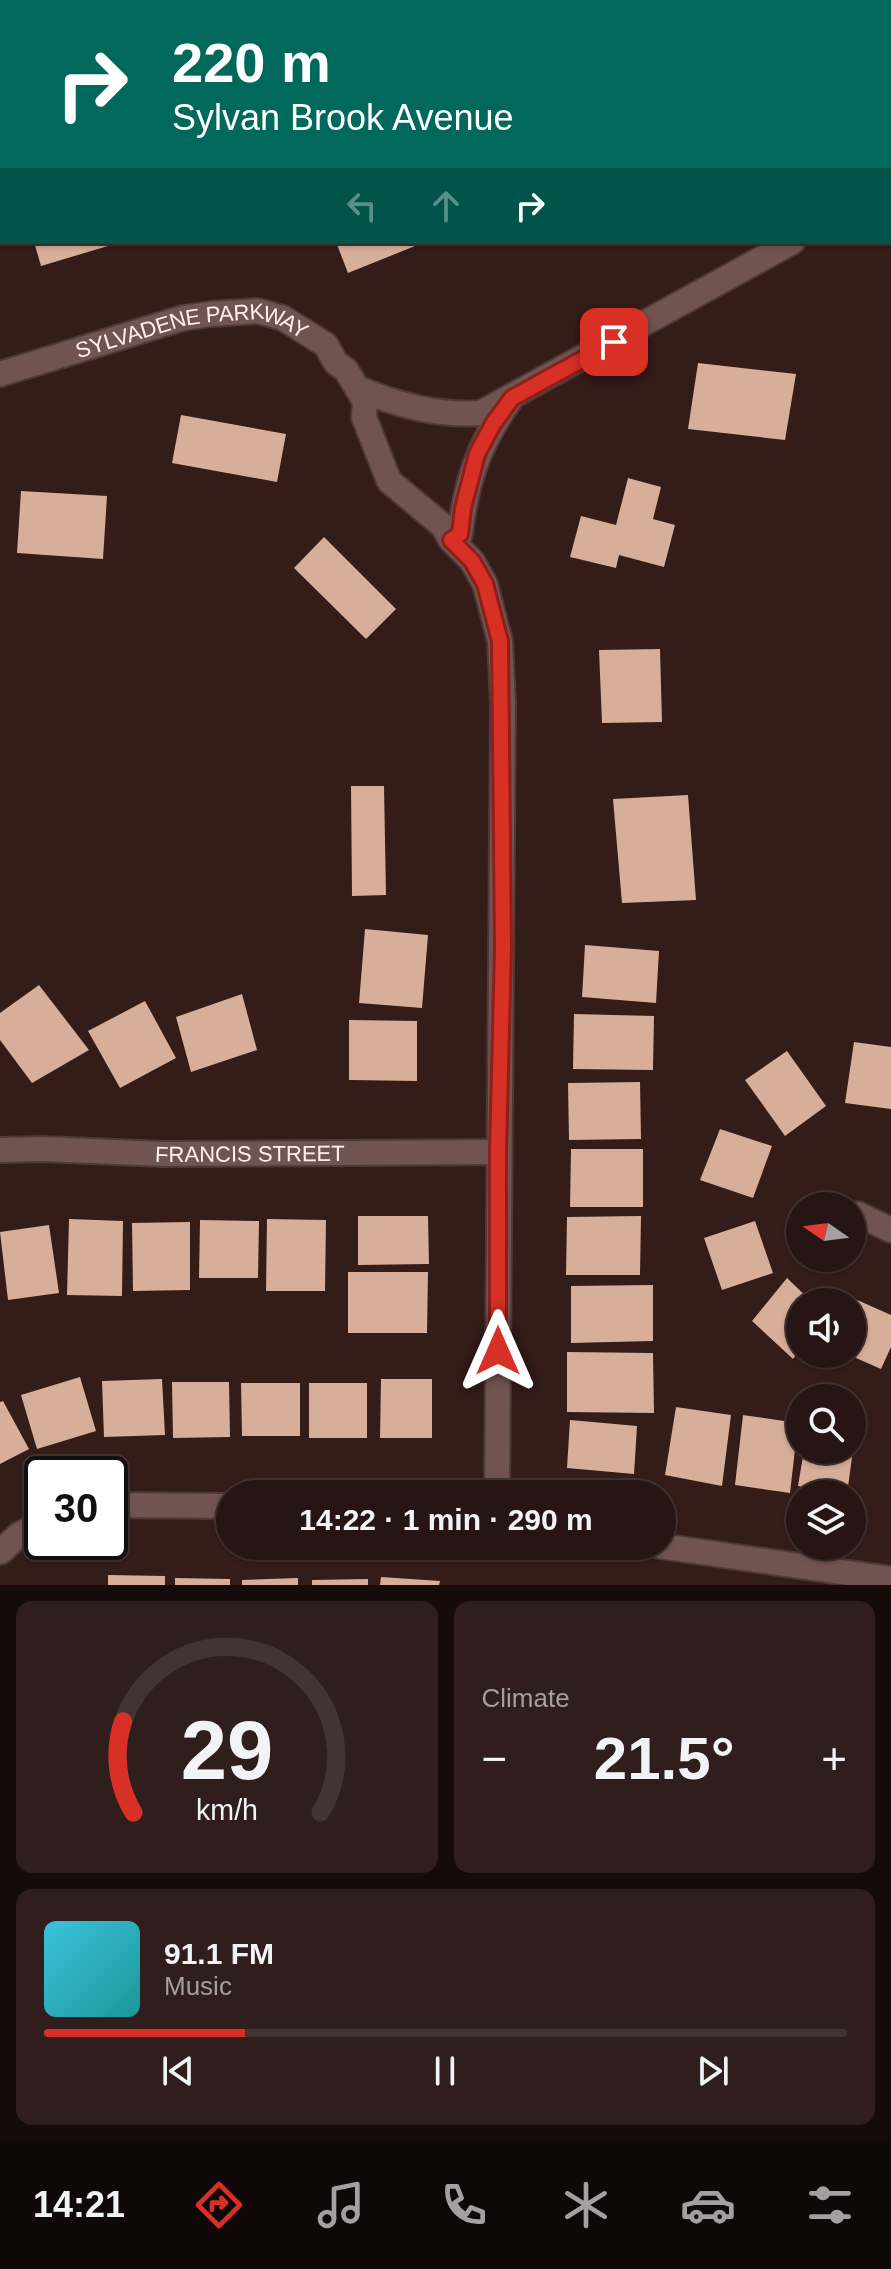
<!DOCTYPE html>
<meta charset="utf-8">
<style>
:root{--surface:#271513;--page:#2f1e1c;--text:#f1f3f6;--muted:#a49fa0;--line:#433433;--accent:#d93025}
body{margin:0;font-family:Arial,sans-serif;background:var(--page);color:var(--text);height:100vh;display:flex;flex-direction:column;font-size:30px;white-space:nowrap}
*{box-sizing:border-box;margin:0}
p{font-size:26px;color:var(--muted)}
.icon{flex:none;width:44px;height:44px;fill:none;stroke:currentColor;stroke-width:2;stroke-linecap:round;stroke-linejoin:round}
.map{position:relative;height:1585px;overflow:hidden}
.drawer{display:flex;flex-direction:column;gap:16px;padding:16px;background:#150c0a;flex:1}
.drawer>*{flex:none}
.banner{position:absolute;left:0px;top:0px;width:892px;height:244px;box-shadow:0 2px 6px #0004,0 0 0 2px var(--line);background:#00695c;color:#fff;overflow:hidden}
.needle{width:52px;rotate:284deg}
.fabs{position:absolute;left:786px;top:1192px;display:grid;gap:16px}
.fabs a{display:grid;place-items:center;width:80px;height:80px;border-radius:50%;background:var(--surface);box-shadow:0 2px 6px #0004,0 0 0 2px var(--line);font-size:40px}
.speed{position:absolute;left:24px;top:1456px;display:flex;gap:16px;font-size:40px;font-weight:700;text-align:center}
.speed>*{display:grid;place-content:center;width:104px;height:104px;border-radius:50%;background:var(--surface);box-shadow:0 2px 6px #0004,0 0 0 2px var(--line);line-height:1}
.speed .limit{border:4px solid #111;border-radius:12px;background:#fff;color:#111}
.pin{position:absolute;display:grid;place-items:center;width:68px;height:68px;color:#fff;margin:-34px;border-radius:16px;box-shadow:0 4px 12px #0006}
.me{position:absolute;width:88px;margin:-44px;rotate:0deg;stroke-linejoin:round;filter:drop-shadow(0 0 6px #0008)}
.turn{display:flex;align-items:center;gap:28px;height:168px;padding:0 40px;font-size:36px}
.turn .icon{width:104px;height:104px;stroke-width:2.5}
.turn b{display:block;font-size:56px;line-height:68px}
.lanes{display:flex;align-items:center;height:76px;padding:0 40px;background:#0003;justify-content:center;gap:40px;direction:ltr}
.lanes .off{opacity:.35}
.big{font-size:60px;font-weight:700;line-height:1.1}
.drawer .tile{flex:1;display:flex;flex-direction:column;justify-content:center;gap:12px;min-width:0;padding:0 28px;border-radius:16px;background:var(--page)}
.drawer .dial{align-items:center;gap:0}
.dial svg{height:208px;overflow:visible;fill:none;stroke:var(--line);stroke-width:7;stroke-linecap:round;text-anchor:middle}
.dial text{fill:var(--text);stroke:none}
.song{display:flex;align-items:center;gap:24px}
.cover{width:96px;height:96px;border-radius:12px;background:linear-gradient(135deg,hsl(190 70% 55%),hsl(180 70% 35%))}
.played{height:8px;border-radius:4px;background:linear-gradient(90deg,var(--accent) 25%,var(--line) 25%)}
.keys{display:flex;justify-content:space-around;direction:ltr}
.heat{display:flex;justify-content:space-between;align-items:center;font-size:44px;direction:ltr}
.drawer .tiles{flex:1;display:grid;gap:16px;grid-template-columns:1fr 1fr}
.tile:last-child{grid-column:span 2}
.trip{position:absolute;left:216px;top:1480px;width:460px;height:80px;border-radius:40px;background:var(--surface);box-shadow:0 2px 6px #0004,0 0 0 2px var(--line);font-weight:700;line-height:80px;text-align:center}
.tabs{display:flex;height:128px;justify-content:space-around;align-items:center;background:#100808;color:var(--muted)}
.tabs .icon{width:56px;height:56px}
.tabs .current{color:var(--accent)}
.tabs b{font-size:36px;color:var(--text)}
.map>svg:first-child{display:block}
.green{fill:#493825}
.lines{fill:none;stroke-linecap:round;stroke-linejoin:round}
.stream{stroke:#644c58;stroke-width:7}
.building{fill:#d6ae99}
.street-casing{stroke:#4d3938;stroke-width:28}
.path{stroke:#745f5c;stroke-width:4;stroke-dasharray:6 6;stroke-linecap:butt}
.street{stroke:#715451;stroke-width:24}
.route-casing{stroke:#8d1f18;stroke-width:20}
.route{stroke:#d93025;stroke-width:14}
.labels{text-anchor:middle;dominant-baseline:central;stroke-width:8;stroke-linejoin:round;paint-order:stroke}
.street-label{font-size:22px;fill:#fff0ef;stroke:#341c19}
</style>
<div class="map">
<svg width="891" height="1585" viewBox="0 0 891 1585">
<rect width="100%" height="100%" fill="#341c19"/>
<path class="green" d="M347,0H651L647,2Z"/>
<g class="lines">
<path class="stream" d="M805,0L806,2
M890,163H891"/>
</g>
<path class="building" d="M34,242H118V243L41,266Z
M336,242H425L348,273Z
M698,363L796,374L785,440L688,429Z
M181,415L286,434L277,482L172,463Z
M628,478L661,487L653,519L675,525L664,567L619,555L616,568L570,557L581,516L616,525Z
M21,491L107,496L103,559L17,553Z
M324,537L396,609L366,639L294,568Z
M660,649L662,722L602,723L599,650Z
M351,786H384L386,895L352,896Z
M688,795L696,900L622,903L613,799Z
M365,929L428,935L422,1008L359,1003Z
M585,945L659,951L656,1003L582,997Z
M39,985L89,1050L32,1083L0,1040V1013Z
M242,994L257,1050L191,1072L176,1017Z
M145,1001L176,1058L120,1088L88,1031Z
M574,1014L654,1016L653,1070L573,1069Z
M349,1020L417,1021V1081L349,1080Z
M854,1042L891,1047V1109L845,1103Z
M787,1051L826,1106L785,1136L745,1080Z
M640,1082L641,1139L569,1140L568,1083Z
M720,1129L772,1146L753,1198L700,1180Z
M571,1149H643V1207H570Z
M358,1216H428L429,1264L358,1265Z
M641,1216L640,1275H566L567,1217Z
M69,1219L123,1221L122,1296L67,1295Z
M267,1219L326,1220L325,1291H266Z
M200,1220L259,1221L258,1278H199Z
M755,1221L773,1273L722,1290L704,1238Z
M190,1222V1290L133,1291L132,1223Z
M49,1225L59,1293L8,1300L0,1232Z
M348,1272H428L427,1333H348Z
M787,1278L812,1302H800V1350L793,1359L752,1321Z
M653,1285V1341L571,1343V1286Z
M855,1299L891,1315V1347L881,1369L847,1354H852V1305Z
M567,1352L653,1353L654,1413L567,1412Z
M80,1377L96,1431L37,1449L21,1395Z
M162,1379L165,1435L104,1437L102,1381Z
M381,1379H432V1438H380Z
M172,1382H229L230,1437L173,1438Z
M241,1383H300V1436H242Z
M309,1383H367V1438H309Z
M3,1401L29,1449L0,1464V1402Z
M676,1407L731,1415L722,1486L665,1475Z
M743,1415L798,1423L790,1493L735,1485Z
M570,1420L637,1426L634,1474L567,1468Z
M852,1426L857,1427L854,1448H852Z
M804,1450H853L847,1494L798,1486Z
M108,1575L165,1576V1585H108Z
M381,1577L440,1581L439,1585H380Z
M175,1578L230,1579V1585H175Z
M298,1578V1585H242V1580Z
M368,1579V1585H312V1580Z"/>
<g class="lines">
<g class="street-casing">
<g id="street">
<path id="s1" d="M0,374L183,318L211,314L258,311L283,318L326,345L336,363L346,370L365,401L364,417L389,481L443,526L451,540L472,561L485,584L500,641L503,703L497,1494"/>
<path d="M357,388C397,405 437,416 481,413L792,242"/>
<path d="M451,540L460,534C466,482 479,443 510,400"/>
<path id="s2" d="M0,1150L42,1149L163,1154L498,1152"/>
<path d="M858,1214L891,1230"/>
<path d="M110,1505L230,1506"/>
<path d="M660,1546L891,1579"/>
<path d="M0,1552L19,1535L42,1522"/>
</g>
</g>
<path class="path" d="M890,203H891"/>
<use href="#street" class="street"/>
</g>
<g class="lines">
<g class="route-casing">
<path id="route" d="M498,1351V1152L503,947L500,641L485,584L472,561L451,540L460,534L463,508L477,454L493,424L512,398L614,342"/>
</g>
<use href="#route" class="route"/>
</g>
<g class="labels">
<g class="street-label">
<text stroke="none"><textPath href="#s1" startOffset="200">SYLVADENE PARKWAY</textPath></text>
<text stroke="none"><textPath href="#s2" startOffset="250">FRANCIS STREET</textPath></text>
</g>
</g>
</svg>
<div class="fabs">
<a><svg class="needle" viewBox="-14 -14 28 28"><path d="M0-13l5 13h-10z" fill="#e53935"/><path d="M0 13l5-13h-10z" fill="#a49fa0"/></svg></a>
<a><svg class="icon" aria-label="sound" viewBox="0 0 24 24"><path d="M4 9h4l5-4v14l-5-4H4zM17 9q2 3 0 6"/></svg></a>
<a><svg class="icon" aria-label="search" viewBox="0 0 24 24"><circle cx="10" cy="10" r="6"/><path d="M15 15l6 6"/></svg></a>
<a><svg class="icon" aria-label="layers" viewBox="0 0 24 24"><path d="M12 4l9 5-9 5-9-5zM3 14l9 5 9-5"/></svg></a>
</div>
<div class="speed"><div class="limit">30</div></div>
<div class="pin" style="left:614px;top:342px;background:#d93025"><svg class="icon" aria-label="arrive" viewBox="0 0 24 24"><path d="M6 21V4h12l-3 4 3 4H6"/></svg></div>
<svg class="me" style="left:498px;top:1351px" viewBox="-20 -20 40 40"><path d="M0-17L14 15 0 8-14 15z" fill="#d93025" stroke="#fff" stroke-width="4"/></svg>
<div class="trip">14:22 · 1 min · 290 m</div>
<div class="banner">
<div class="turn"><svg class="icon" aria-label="right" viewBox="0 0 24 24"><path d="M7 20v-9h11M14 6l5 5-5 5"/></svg><div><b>220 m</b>Sylvan Brook Avenue</div></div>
<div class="lanes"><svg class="icon off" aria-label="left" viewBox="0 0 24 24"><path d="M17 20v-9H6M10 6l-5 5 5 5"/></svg><svg class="icon off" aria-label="ahead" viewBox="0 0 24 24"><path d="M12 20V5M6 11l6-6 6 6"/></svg><svg class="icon" aria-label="right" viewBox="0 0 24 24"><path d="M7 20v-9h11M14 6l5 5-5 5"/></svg></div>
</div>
</div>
<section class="drawer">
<div class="tiles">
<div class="tile dial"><svg viewBox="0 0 100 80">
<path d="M14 69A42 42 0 1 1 86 69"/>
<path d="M14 69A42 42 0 0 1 10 34" stroke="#d93025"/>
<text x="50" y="56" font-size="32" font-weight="700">29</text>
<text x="50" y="72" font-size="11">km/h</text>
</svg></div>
<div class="tile"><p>Climate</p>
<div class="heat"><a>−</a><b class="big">21.5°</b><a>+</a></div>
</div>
<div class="tile">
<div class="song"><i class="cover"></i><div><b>91.1 FM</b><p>Music</p></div></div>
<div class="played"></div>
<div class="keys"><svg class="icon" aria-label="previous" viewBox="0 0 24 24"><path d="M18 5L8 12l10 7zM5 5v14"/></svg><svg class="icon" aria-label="pause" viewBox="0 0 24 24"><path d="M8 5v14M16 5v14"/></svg><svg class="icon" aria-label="next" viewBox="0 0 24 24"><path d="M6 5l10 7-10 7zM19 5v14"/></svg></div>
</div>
</div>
</section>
<nav class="tabs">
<b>14:21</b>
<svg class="icon current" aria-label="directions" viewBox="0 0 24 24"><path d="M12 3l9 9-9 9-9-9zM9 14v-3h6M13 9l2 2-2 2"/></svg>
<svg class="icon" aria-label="music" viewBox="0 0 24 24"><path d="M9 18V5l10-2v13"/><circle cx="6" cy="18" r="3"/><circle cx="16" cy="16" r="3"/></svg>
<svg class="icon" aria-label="phone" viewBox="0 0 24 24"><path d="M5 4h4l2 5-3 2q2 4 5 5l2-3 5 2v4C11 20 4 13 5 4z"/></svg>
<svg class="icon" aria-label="climate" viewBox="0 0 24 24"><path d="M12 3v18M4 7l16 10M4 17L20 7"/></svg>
<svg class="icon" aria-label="car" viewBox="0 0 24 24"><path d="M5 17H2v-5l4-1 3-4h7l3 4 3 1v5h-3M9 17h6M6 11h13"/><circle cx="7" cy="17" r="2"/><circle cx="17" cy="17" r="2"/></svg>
<svg class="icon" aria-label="filters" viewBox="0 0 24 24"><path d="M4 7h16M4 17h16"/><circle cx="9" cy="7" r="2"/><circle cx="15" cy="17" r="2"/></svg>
</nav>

────

What the exercise asks: Reproduce each line of the entries in which the word "gradient" is found.

Your response:
.cover{width:96px;height:96px;border-radius:12px;background:linear-gradient(135deg,hsl(190 70% 55%),hsl(180 70% 35%))}
.played{height:8px;border-radius:4px;background:linear-gradient(90deg,var(--accent) 25%,var(--line) 25%)}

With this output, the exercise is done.